• _WHAT THE TASK REQUIRES_: Return, from the listing below, every line that includes "type".

• _STUDY MATERIAL_:

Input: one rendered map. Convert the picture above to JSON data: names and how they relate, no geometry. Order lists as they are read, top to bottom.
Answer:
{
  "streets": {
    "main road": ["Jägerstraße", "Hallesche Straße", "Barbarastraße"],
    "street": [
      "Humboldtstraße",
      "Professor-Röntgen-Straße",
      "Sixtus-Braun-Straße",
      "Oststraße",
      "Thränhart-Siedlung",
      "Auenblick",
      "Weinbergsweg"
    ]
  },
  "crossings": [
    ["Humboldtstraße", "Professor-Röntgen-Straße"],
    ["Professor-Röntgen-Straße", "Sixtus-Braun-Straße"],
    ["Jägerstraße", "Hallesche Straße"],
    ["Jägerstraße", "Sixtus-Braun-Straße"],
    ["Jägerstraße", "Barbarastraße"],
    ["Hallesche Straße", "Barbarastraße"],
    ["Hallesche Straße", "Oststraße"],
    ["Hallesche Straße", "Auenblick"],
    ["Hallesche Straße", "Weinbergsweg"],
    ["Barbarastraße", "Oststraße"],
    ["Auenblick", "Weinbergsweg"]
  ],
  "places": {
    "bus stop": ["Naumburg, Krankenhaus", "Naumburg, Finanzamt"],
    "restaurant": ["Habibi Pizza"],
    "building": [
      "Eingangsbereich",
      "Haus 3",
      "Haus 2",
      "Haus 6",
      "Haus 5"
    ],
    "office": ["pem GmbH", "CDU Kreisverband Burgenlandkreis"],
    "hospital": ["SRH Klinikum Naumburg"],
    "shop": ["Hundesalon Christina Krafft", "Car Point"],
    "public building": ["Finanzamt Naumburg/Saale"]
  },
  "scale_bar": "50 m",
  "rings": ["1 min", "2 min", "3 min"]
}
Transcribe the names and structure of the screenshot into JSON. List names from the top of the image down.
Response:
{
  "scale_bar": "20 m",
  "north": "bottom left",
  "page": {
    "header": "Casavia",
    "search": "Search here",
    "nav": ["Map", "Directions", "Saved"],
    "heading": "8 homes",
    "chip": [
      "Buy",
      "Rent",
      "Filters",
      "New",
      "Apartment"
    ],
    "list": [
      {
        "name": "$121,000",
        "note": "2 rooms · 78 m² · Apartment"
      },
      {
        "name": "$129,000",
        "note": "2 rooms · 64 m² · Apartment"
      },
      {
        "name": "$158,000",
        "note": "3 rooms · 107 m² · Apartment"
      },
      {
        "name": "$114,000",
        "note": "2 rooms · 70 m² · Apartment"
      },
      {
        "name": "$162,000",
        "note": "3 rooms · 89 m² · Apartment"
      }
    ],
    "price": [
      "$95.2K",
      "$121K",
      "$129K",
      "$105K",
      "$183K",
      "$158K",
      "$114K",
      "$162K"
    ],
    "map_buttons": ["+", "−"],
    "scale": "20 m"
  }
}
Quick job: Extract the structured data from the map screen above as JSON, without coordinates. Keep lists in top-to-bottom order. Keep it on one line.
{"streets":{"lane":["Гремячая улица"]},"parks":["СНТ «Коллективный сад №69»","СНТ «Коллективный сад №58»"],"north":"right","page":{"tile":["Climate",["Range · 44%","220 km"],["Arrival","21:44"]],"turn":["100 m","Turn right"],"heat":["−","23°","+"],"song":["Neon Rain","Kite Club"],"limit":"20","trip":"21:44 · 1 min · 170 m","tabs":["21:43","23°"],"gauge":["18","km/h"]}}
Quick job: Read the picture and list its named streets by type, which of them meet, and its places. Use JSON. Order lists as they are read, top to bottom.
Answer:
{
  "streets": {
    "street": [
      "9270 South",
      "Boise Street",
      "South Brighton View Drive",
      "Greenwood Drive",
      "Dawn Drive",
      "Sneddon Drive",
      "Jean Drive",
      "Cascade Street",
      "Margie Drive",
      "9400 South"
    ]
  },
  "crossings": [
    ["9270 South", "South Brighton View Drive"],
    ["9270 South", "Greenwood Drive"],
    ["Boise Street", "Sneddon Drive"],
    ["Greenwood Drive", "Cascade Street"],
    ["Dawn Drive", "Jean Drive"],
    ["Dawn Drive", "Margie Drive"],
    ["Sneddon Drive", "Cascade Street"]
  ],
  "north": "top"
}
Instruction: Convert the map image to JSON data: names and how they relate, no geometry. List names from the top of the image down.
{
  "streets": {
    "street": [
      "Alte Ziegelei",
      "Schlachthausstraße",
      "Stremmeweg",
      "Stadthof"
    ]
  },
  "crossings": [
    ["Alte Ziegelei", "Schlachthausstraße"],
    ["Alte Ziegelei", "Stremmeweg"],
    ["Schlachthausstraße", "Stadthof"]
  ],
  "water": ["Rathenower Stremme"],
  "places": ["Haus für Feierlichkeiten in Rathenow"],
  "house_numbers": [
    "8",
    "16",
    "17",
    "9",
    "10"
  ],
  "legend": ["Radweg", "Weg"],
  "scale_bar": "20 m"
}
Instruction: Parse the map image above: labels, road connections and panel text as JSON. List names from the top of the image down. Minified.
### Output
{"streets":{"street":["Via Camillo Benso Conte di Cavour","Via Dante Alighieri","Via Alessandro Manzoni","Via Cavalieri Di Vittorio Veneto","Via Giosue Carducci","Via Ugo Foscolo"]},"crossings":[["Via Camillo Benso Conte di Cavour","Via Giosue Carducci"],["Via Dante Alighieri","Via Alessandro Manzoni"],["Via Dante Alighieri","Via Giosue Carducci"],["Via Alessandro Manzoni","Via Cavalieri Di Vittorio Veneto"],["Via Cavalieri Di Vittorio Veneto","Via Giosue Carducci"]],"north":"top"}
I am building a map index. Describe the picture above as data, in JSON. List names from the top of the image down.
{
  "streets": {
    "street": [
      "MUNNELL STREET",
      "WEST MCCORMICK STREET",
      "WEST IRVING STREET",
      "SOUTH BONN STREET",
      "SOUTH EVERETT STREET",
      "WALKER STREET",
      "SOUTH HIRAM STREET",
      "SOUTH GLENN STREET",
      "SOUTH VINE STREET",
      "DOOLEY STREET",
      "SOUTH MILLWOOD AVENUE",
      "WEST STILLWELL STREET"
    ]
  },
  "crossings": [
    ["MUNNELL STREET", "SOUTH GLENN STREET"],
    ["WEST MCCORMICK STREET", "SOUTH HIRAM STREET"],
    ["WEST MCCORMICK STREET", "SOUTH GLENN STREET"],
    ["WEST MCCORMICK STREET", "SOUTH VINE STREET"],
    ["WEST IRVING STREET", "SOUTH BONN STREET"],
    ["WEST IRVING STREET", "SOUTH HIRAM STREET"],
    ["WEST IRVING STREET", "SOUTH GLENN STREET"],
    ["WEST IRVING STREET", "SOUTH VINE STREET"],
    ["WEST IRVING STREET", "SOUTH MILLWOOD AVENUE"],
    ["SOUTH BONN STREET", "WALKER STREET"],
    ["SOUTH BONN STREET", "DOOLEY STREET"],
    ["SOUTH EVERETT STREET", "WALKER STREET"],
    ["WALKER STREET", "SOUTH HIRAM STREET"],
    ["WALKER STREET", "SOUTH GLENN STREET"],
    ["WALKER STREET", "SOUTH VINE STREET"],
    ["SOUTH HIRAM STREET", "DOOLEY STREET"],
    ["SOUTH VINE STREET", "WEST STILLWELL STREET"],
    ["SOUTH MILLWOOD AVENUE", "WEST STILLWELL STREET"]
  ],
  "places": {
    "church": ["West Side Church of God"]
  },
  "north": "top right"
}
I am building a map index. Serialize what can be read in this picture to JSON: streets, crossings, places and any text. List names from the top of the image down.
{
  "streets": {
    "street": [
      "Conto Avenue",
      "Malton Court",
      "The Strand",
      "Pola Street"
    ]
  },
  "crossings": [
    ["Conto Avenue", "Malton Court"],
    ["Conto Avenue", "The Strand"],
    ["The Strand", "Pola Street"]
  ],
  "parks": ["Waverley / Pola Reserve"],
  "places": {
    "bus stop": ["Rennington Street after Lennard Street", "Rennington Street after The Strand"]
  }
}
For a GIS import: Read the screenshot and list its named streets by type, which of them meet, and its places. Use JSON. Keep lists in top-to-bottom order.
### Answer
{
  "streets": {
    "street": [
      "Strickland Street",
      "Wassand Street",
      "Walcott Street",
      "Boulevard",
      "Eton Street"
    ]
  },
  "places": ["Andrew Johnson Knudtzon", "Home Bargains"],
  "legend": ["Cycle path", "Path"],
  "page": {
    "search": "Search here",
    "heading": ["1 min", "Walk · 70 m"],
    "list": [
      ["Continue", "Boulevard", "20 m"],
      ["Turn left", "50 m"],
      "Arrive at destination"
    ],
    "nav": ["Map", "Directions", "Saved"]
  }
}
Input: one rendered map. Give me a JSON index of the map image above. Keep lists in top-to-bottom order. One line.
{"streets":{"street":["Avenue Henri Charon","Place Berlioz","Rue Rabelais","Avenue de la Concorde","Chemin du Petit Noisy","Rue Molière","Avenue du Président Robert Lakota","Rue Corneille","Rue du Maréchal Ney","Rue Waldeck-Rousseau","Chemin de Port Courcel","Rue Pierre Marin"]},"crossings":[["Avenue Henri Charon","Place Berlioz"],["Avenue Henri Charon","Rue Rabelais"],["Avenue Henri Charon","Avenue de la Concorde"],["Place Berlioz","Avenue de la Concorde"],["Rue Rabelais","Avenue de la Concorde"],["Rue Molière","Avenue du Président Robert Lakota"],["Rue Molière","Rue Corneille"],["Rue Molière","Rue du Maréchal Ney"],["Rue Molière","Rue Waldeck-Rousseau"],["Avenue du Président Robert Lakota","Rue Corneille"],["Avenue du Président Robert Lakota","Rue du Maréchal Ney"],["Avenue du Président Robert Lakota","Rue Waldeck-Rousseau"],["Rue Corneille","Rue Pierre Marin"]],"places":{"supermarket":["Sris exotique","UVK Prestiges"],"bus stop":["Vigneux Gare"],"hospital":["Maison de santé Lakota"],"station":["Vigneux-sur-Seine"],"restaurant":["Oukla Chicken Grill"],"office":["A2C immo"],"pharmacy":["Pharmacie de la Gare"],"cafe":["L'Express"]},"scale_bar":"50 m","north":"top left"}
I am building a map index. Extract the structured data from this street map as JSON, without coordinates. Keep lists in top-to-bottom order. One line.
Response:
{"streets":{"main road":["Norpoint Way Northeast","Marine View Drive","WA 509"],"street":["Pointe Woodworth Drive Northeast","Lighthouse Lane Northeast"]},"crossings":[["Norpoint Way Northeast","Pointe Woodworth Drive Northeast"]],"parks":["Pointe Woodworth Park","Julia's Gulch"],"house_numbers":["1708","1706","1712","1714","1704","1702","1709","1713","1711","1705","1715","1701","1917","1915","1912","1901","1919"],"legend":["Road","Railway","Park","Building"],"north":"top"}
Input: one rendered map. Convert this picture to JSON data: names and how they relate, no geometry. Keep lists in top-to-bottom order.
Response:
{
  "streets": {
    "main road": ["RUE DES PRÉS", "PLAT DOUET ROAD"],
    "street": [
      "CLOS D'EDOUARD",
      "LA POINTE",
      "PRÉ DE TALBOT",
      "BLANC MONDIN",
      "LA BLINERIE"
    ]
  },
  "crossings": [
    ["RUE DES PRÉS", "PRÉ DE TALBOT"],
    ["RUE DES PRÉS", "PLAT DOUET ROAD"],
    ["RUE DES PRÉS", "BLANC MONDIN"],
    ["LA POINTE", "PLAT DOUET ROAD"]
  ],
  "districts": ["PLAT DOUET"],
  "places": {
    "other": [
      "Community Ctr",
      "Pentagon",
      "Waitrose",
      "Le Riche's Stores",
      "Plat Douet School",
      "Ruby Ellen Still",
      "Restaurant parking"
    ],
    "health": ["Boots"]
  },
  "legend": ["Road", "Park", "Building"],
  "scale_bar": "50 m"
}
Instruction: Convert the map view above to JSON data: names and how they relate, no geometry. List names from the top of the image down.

• _ANSWER BELOW_:
Quick job: Read the picture and list its named streets by type, which of them meet, and its places. Use JSON. Order lists as they are read, top to bottom.
For a GIS import: Read the screenshot and list its named streets by type, which of them meet, and its places. Use JSON. Keep lists in top-to-bottom order.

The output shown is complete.